Furthermore, ablation studies were conducted on the Sora dataset to validate the effectiveness of the NDN network and GPDFN. Table 5 shows the ablation results on the Sora dataset.
As shown in Table 5, when the NDN network uses only depth or normal information on the Sora dataset, the ESGS algorithm achieves SSIM scores of 0.8607 and 0.8585, respectively, representing improvements of 0.0035 and 0.0013 over 3DGS. Depth information, normal information, and GPDFN all enhance ESGS’s 3D information-extraction capabilities. When all three modules are used together, the algorithm achieves the best 3D reconstruction performance, with an SSIM of 0.8653, a PSNR of 25.87 dB, and an LPIPS of 0.082.

4.6. Visualization Experiments of the ESGS

4.6.1. Point Cloud Visualization

To verify the feasibility of the proposed algorithm for 3D reconstruction of the Martian surface using remote sensing image sequences, this subsection presents difference heatmaps [46,47] between the ground-truth point clouds of the Mars_3D dataset and the reconstructed point clouds obtained after ESGS training. The heatmap transitions gradually from dark blue to dark red, with cool colors indicating regions with small differences and warm colors indicating regions with large differences. These difference heatmaps can effectively illustrate the overall degree of deviation between the reconstructed point cloud and the true geometry and indirectly reflect the fitting performance of the Gaussian parameters. We selected three 3D scenes generated from Martian surface remote sensing images, with varying reconstruction quality, which can accurately represent the overall reconstruction issues. The point cloud difference maps for the 3D reconstruction of the Martian surface are shown in Figure 16.
From Figure 16, it can be observed that for Scene 0, the difference between the reconstructed point cloud and the ground truth gradually increases at medium and long ranges. In contrast, in the region of the Martian surface closer to the camera, the difference remains within an acceptable range, consistent with the inference that the introduced geometric prior achieves higher accuracy at closer distances. For Scene 1, clusters of point clouds with large differences appear at the boundary between the Martian surface and the sky, which can readily give rise to Gaussian artifacts. For Scene 2, the reconstructed point cloud exhibits the largest deviation from the ground truth.

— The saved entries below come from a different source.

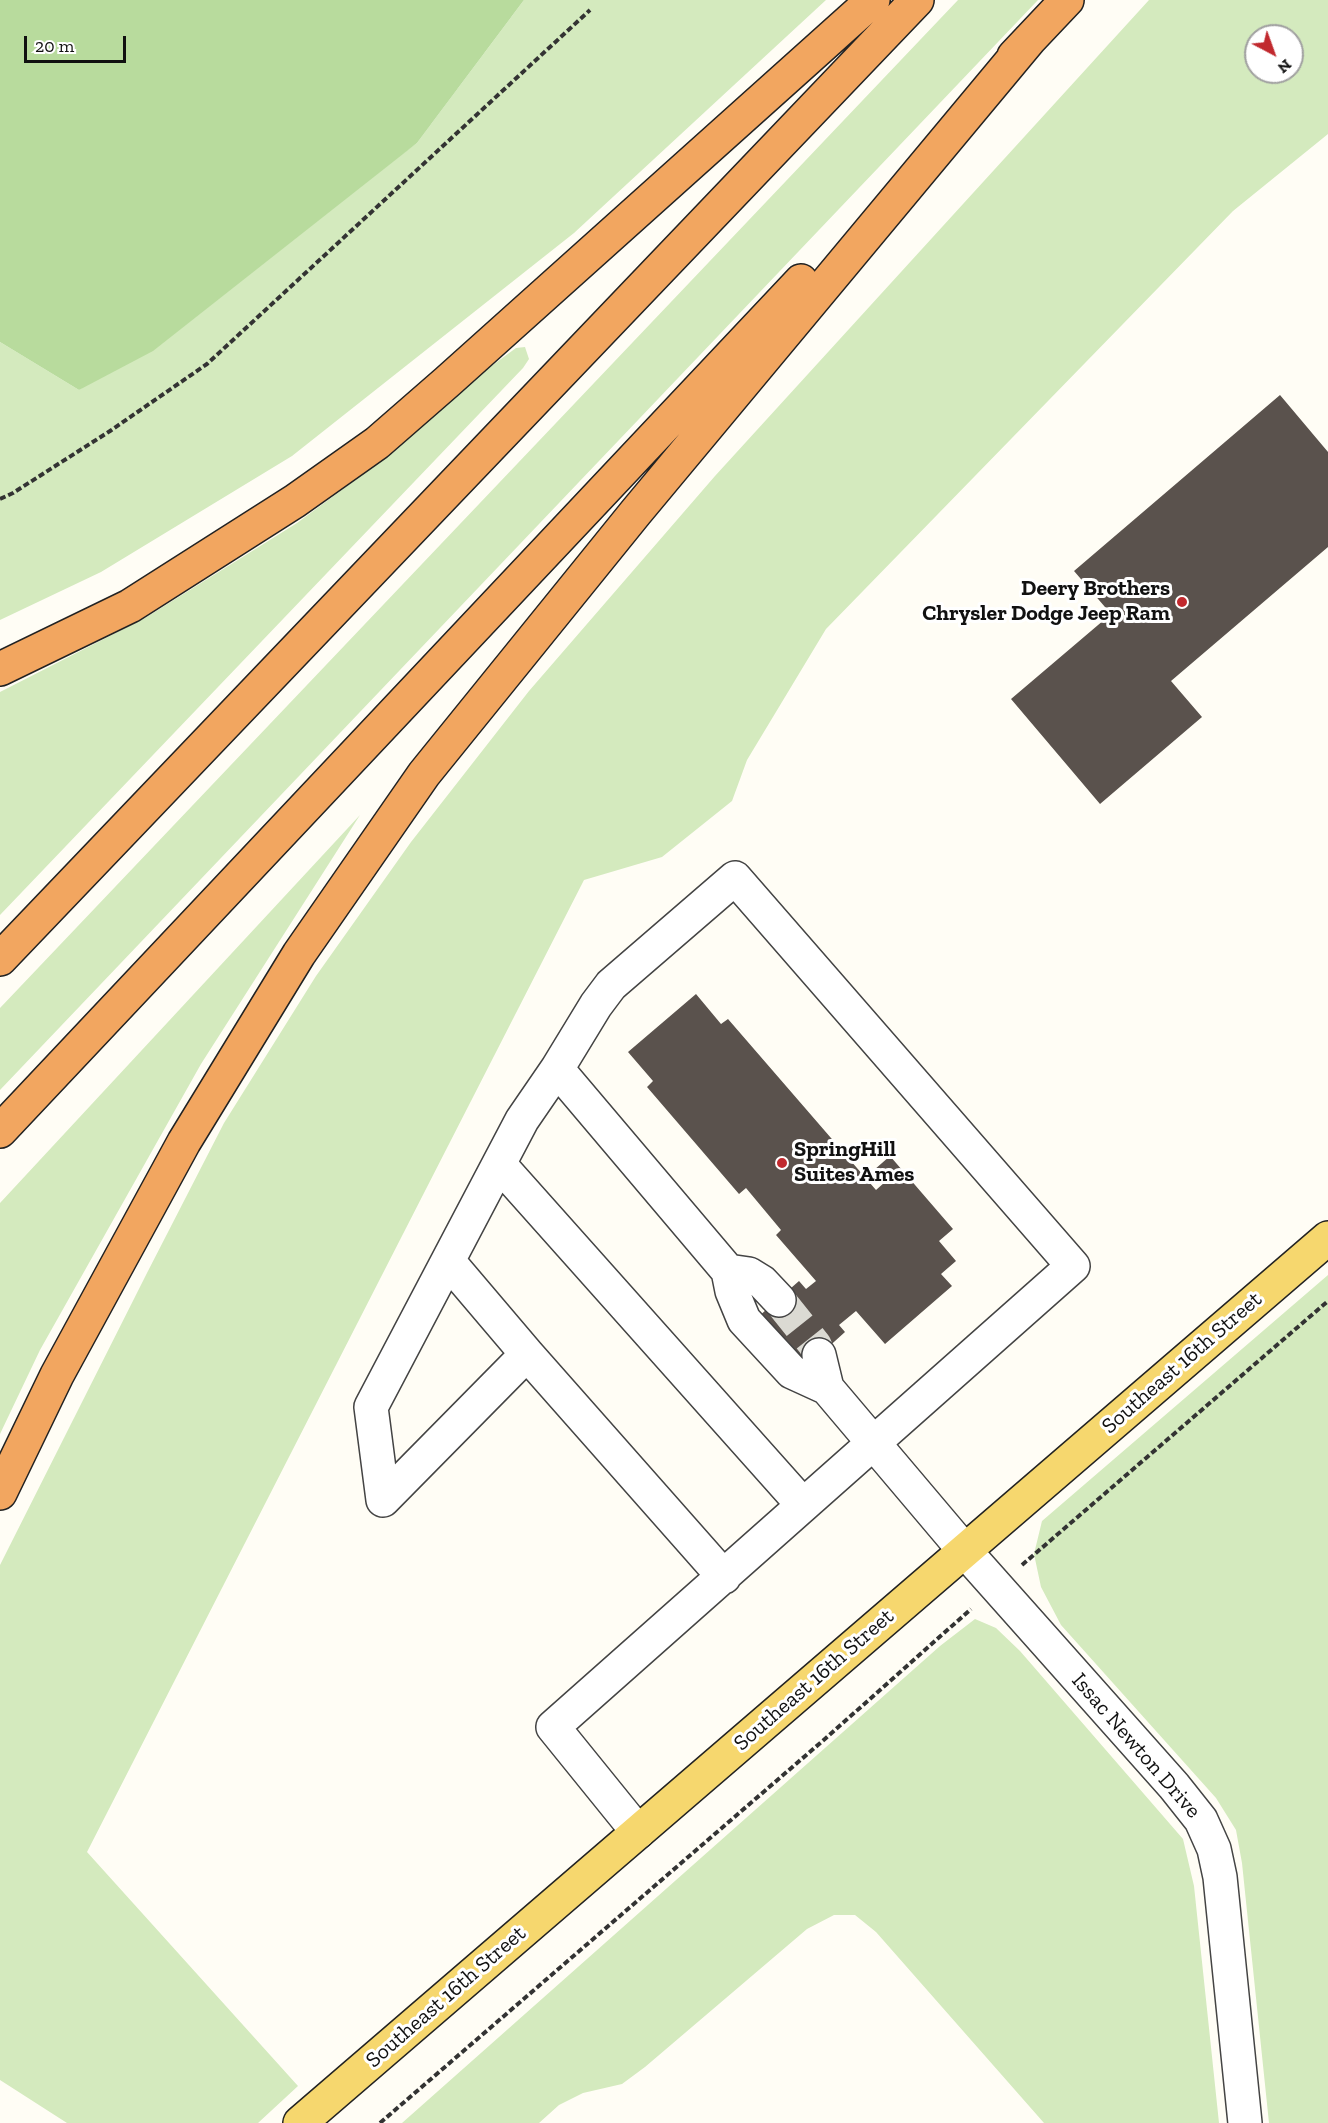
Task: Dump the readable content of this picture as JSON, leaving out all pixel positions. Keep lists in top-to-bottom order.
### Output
{
  "streets": {
    "main road": ["Southeast 16th Street"],
    "street": ["Issac Newton Drive"]
  },
  "crossings": [
    ["Southeast 16th Street", "Issac Newton Drive"]
  ],
  "places": ["Deery Brothers Chrysler Dodge Jeep Ram", "SpringHill Suites Ames"],
  "scale_bar": "20 m",
  "north": "bottom right"
}
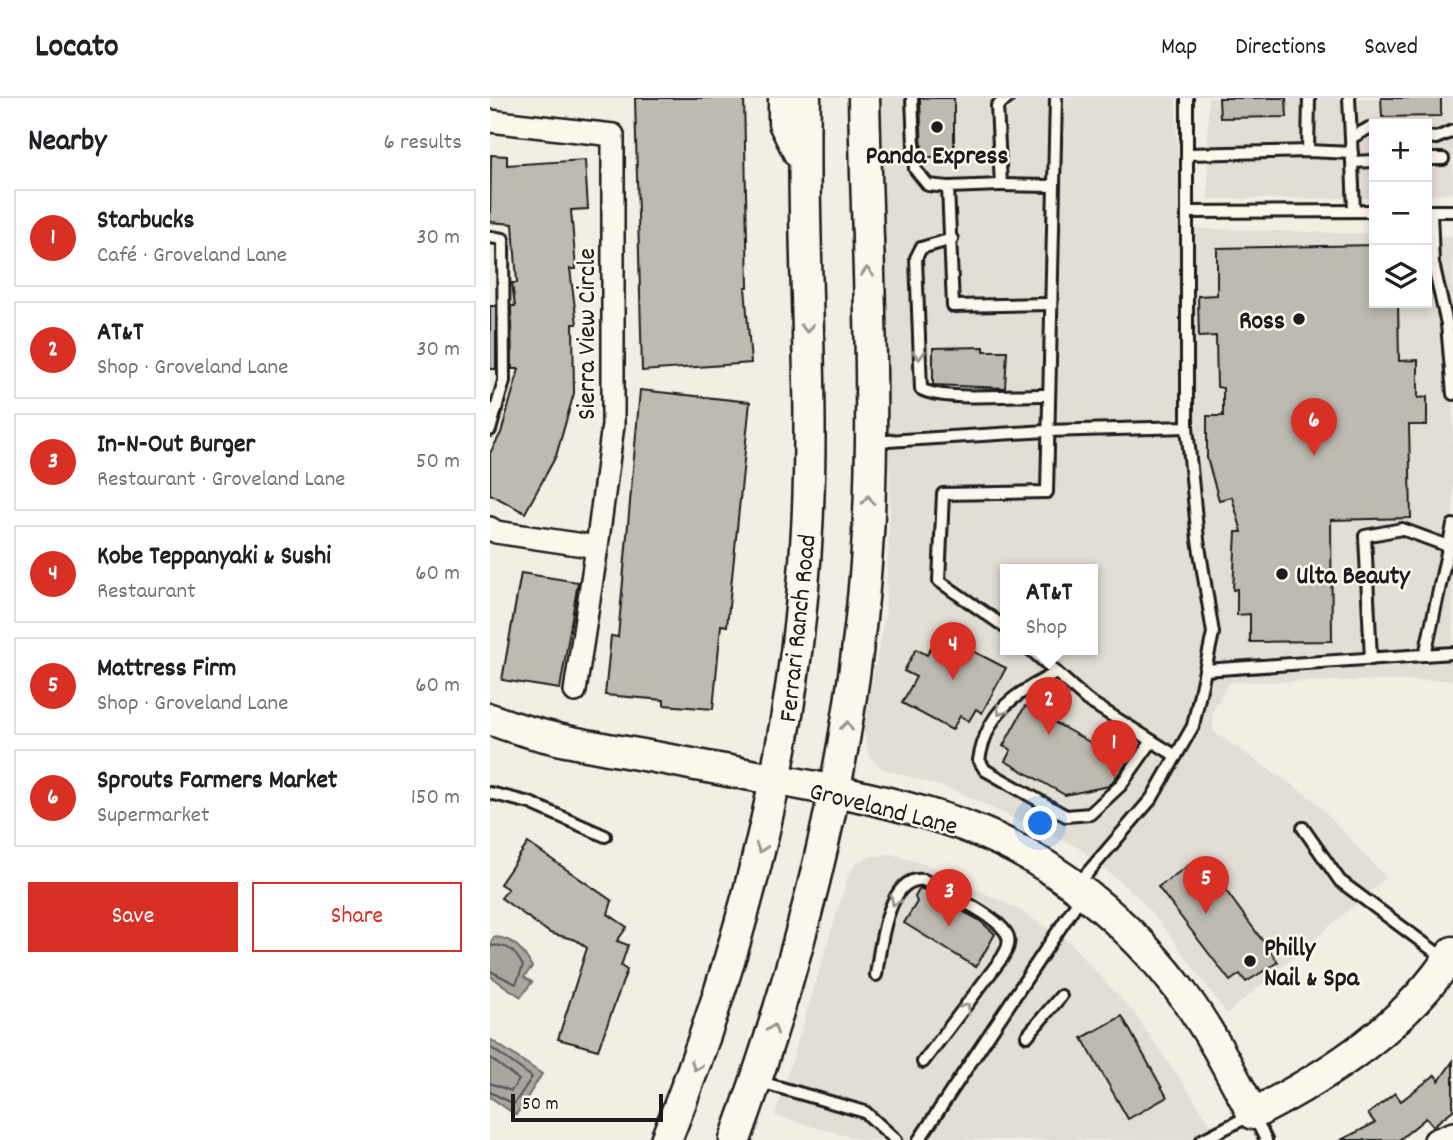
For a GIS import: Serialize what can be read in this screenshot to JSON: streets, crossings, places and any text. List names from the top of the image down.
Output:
{
  "streets": {
    "main road": ["Ferrari Ranch Road", "Groveland Lane"],
    "street": ["Sierra View Circle"]
  },
  "crossings": [
    ["Ferrari Ranch Road", "Groveland Lane"]
  ],
  "places": [
    "Panda Express",
    "Ross",
    "Ulta Beauty",
    "Philly Nail & Spa"
  ],
  "scale_bar": "50 m",
  "page": {
    "header": "Locato",
    "nav": ["Map", "Directions", "Saved"],
    "heading": ["Nearby", "6 results"],
    "map_buttons": ["+", "−"],
    "list": [
      {
        "mark": "1",
        "name": "Starbucks",
        "note": "Café · Groveland Lane",
        "value": "30 m"
      },
      {
        "mark": "2",
        "name": "AT&T",
        "note": "Shop · Groveland Lane",
        "value": "30 m"
      },
      {
        "mark": "3",
        "name": "In-N-Out Burger",
        "note": "Restaurant · Groveland Lane",
        "value": "50 m"
      },
      {
        "mark": "4",
        "name": "Kobe Teppanyaki & Sushi",
        "note": "Restaurant",
        "value": "60 m"
      },
      {
        "mark": "5",
        "name": "Mattress Firm",
        "note": "Shop · Groveland Lane",
        "value": "60 m"
      },
      {
        "mark": "6",
        "name": "Sprouts Farmers Market",
        "note": "Supermarket",
        "value": "150 m"
      }
    ],
    "pins": [
      "6",
      "4",
      "2",
      "1",
      "5",
      "3"
    ],
    "popup": ["AT&T", "Shop"],
    "buttons": ["Save", "Share"],
    "scale": "50 m"
  }
}
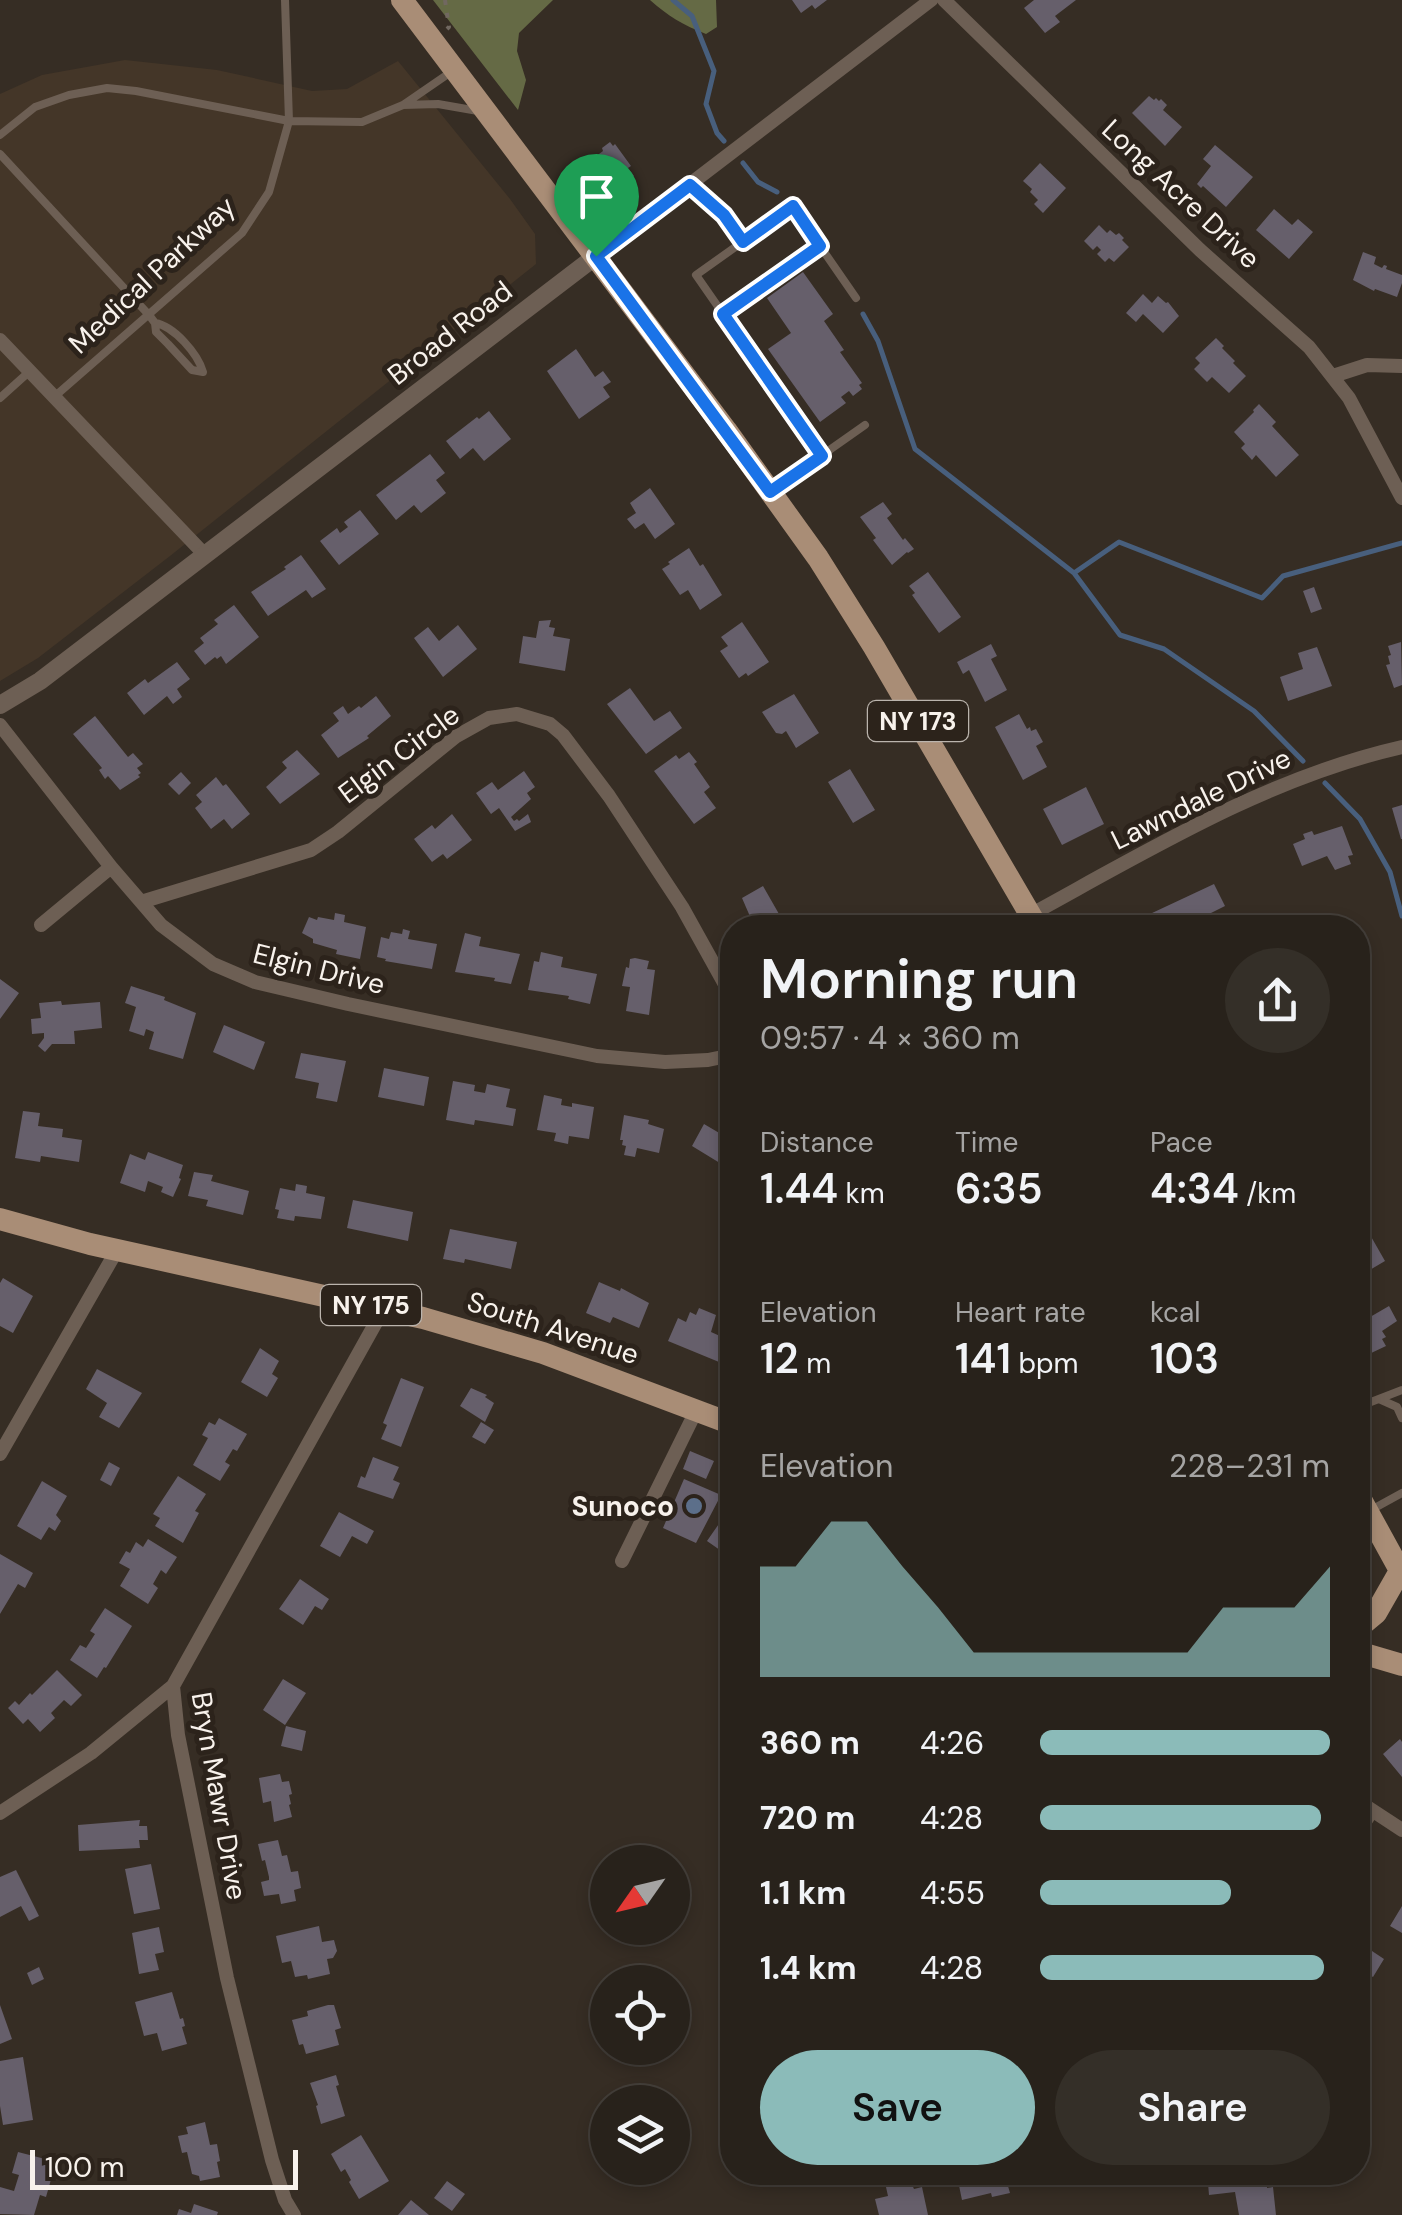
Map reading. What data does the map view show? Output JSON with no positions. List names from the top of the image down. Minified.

To accurately fit the fine textures of the Martian surface scene, a large number of discrete Gaussians were split beneath the surface during training to compensate for pixel-wise differences between the rendered and input images. Although this improved the reconstruction metrics, it reduced the consistency of the 3D Martian surface scene and increased Gaussian redundancy.
Furthermore, to verify the effectiveness of the ESGS algorithm in improving the geometric accuracy of 3D reconstruction of the Martian surface, we compared distance errors between the input point clouds and those obtained after training, where the input point clouds were used only during Gaussian initialization. Table 6 shows the reconstruction point cloud errors of different algorithms on the Mars_3D dataset. The mean distances and standard deviations reported in Table 6 are the averaged results for the real and Blender scenes in the Mars_3D dataset. It should be noted that point clouds of real scenes, which are not measured by instruments such as LiDAR, do not accurately reflect the geometric structure of the Martian surface; therefore, these results cannot directly demonstrate the improvement in geometric reconstruction accuracy achieved by the ESGS algorithm. Nevertheless, they serve to validate the ESGS algorithm’s transfer capability for reconstructing from non-realistic to realistic Martian surface geometries, thereby indirectly demonstrating the algorithm’s effectiveness and stability in enhancing geometric reconstruction accuracy.
We used CloudCompare to load the input and reconstructed point clouds separately, then used its distance-computation tool to obtain 3D Euclidean distances. By examining the point cloud error data of each algorithm, it can be observed that in the task of Martian surface 3D reconstruction, the ESGS algorithm achieves the smallest mean distance error of 0.0097 and the smallest standard deviation of 0.0205. This demonstrates that the geometric priors provided by ESGS effectively reduce the number of floating Gaussians in weak-texture regions detached from the Martian surface. The low standard deviation also reflects that the GPDFN can promote parameter fusion among neighboring Gaussians, thereby enhancing the global stability of the 3D reconstruction of the Martian surface.
Furthermore, the Martian surface structures generated in Blender include ground-truth geometric data that can be accessed directly within Blender. To provide more compelling evidence supporting the conclusion that our ESGS algorithm can improve the geometric accuracy of 3D reconstruction of the Martian surface, we compared each algorithm on the Mars_3D (Blender) dataset in terms of the mean errors and standard deviations between the input point clouds and the point clouds obtained after training. The results are presented in Table 7.
Once again, we loaded the point clouds generated from the ground-truth geometric data and those reconstructed by the ESGS algorithm into CloudCompare 2.14.beta software to compute the mean distance error and standard deviation between them. The data indicate that the ESGS algorithm achieves the smallest mean distance error and standard deviation in real geometric scenes among all compared methods, with values of 0.0089 and 0.0195, respectively. This confirms the effectiveness of the ESGS algorithm in enhancing geometric accuracy for the 3D reconstruction of the Martian surface.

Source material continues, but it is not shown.